The centre’s new director, secretary and members of the board of directors are all party members, atheists, non-believers in Buddhism. The demolition of student houses continues. The authorities plan to develop the area for tourism.

Chengdu (AsiaNews) – Tibet’s Larug Gar Buddhist Academy will be headed by a Communist director and secretary, and other Communist officials will hold the majority on the board of directors.

The learning centre, which is located in Garze (western Sichuan), was established in the 1980s by Jigme Phuntsok, a monk who attracted tens of thousands of followers and monks. Since the founder’s death in 2004, the centre was ruled by a group of authoritative, democratically elected monks.

On 20 August, the Sichuan Prefecture decided to appoint Garze's deputy police chief as the Academy’s director, who will also serve as its party secretary. Two officials from the local Religious Affairs Bureau will become the academy’s deputy director and deputy party secretary. Three other local party officials will be the monastery’s party secretary and management committee directors.

Although all of them are Tibetans, they belong to an atheist party and do not believe in Buddhism.

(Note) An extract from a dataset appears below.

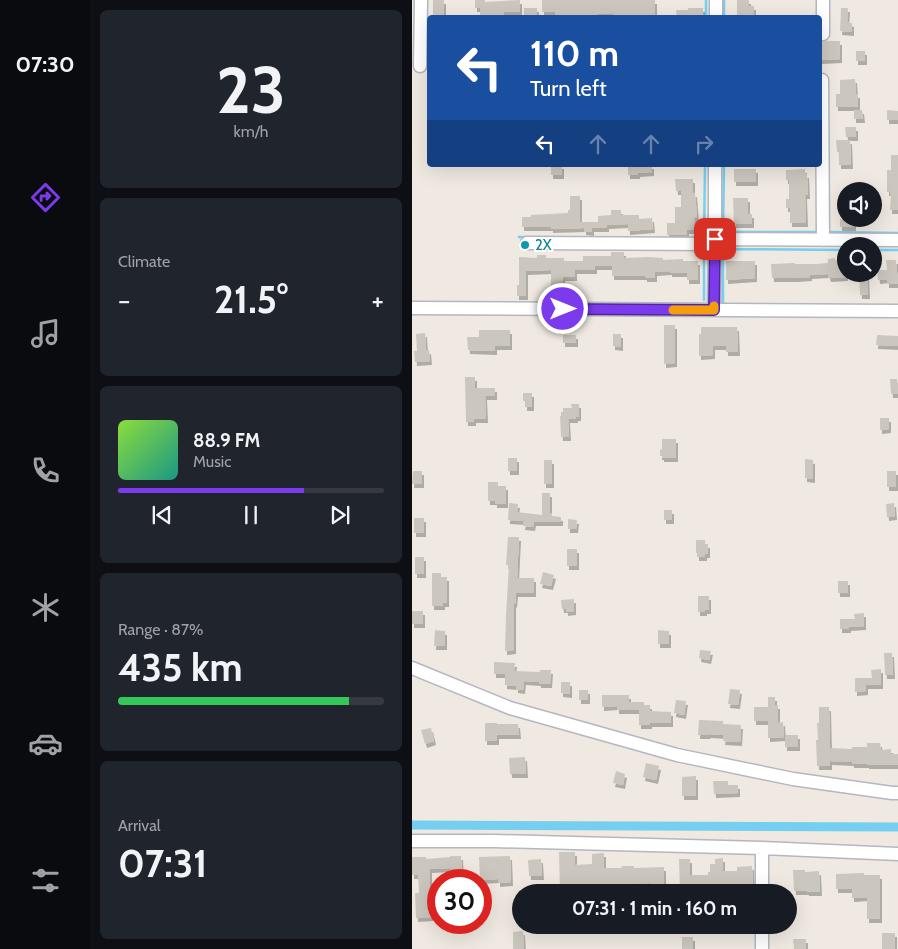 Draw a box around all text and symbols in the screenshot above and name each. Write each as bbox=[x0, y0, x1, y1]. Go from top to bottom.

According to the Dharamshala-based Tibetan Centre for Human Rights and Democracy, the goal of this move is, first, to diminish the Academy’s value and influence, placing it in the hands of incompetent people, and, second, to boost local tourism through infrastructure development. The latter however could destroy the academy’s natural and spiritual environment.

This is not the first time that Larung Gar is targeted. More than a year ago, the authorities tore down student houses and chased many away. Out of 10,000 students, male and female, studying at the academy in 2016, only 4,828 monks and nuns are left. Some 4,725 houses were flattened.

Almost two years ago, Xi Jinping, in a speech to the United Front, noted that religions must submit to the Chinese Communist Party.

Since then, all religious activity (by Buddhists, Taoists, Muslims, Christians) has come under tighter controls. The scrupulous application of regulations has included tearing down crosses and demolishing mosques and temples.